Supplied data ->
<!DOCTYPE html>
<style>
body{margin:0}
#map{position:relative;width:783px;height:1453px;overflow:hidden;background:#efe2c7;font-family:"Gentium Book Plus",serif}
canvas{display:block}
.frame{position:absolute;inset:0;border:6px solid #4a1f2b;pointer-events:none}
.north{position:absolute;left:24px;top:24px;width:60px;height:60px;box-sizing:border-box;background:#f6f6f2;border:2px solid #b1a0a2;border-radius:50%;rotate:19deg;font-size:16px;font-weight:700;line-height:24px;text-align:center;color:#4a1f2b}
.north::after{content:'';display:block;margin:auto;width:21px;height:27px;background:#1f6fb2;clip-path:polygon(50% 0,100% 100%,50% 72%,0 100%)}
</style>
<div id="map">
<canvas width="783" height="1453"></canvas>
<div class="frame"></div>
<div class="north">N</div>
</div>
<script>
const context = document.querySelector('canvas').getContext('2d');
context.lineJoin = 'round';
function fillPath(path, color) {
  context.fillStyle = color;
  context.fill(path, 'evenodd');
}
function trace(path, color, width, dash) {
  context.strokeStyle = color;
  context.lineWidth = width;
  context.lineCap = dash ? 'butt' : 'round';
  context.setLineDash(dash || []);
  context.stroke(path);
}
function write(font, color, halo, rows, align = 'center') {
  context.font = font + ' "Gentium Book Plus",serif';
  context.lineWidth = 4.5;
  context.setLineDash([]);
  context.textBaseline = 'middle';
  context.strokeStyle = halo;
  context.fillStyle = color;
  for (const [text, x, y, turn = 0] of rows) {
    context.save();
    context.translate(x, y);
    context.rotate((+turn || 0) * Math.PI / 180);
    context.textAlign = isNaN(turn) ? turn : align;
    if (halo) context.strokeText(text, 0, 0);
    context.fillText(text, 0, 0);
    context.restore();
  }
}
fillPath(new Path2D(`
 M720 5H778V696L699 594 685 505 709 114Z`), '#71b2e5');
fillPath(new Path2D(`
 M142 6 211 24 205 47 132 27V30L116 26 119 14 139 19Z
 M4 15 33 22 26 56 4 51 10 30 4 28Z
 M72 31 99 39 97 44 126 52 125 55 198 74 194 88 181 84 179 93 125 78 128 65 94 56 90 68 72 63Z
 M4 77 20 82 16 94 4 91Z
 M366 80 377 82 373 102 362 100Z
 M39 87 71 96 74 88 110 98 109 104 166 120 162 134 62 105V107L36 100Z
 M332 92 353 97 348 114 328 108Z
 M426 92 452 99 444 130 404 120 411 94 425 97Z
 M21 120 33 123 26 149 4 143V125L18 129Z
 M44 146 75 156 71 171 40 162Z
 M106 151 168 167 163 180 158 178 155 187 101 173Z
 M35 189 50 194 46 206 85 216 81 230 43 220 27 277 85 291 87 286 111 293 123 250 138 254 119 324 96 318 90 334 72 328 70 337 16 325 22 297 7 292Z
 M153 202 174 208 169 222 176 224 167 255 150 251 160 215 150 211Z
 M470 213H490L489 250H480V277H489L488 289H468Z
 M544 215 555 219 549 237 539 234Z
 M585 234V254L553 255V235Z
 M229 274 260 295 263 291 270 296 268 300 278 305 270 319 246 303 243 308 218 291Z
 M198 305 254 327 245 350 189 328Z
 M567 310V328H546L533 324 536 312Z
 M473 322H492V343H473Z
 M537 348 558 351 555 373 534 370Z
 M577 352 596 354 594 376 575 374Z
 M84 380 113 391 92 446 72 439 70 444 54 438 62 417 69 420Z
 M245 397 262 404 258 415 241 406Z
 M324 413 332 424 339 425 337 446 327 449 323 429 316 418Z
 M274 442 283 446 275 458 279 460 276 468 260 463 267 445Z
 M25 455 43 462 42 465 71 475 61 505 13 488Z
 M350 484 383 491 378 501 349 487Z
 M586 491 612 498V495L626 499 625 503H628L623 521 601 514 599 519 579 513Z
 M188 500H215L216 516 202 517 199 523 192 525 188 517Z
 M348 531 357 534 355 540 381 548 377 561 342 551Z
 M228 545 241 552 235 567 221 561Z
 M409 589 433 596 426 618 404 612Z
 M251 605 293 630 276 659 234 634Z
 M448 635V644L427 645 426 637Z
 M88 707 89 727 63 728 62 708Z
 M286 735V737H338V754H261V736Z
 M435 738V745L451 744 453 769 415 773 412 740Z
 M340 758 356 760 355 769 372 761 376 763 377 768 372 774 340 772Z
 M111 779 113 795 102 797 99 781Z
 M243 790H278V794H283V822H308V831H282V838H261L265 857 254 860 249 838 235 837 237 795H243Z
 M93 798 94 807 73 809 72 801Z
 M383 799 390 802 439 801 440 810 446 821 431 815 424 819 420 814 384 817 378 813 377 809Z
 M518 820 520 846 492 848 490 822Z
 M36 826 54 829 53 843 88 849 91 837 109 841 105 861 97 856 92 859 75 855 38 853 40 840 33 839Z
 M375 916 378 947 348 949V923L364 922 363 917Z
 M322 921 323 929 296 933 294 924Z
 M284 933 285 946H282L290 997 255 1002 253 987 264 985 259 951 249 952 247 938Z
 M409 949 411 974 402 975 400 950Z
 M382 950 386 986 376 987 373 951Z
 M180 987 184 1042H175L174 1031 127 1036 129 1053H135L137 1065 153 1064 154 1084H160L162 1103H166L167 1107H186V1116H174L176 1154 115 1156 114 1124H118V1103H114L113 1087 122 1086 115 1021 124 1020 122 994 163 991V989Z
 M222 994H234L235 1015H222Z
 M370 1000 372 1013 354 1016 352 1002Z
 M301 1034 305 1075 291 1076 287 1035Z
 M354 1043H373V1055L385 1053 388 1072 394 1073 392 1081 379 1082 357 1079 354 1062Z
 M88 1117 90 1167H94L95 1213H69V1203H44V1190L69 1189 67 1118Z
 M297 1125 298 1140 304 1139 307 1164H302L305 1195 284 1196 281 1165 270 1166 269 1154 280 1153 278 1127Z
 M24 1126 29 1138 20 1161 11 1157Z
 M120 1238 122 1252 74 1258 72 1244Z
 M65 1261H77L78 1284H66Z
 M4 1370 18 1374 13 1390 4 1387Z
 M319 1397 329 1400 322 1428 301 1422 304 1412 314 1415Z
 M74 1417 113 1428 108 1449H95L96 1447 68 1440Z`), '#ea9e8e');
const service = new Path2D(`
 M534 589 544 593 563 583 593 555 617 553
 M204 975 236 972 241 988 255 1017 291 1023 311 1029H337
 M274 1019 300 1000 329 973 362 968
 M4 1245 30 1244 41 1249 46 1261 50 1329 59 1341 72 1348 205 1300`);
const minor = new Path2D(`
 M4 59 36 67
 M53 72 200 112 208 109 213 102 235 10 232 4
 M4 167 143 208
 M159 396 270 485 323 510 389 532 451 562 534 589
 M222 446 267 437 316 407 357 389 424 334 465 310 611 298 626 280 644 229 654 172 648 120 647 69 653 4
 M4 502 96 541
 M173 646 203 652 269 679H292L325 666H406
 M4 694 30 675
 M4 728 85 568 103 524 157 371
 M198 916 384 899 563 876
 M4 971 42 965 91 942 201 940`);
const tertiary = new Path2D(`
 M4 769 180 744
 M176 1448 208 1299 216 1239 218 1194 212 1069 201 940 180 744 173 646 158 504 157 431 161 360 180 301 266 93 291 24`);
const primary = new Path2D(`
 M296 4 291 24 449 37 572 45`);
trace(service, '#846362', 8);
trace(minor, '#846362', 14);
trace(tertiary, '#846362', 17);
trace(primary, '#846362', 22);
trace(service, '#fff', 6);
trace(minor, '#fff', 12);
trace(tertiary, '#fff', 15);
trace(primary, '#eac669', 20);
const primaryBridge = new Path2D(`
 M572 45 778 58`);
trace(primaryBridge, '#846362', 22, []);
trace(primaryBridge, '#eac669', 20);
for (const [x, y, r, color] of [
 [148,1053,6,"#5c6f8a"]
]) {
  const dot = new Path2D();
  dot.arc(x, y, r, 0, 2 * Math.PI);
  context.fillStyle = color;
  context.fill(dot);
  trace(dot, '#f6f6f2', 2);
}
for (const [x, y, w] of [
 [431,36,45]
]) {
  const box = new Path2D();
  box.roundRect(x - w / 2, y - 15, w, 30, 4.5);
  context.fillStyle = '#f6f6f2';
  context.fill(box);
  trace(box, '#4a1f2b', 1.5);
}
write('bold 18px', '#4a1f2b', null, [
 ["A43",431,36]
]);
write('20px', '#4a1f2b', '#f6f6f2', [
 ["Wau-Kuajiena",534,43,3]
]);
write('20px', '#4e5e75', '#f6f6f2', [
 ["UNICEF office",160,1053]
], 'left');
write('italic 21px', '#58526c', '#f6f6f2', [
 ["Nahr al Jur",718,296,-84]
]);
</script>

Your instructions -> Where a line of the material above holds the string "absolute", copy that line.

Task result ->
.frame{position:absolute;inset:0;border:6px solid #4a1f2b;pointer-events:none}
.north{position:absolute;left:24px;top:24px;width:60px;height:60px;box-sizing:border-box;background:#f6f6f2;border:2px solid #b1a0a2;border-radius:50%;rotate:19deg;font-size:16px;font-weight:700;line-height:24px;text-align:center;color:#4a1f2b}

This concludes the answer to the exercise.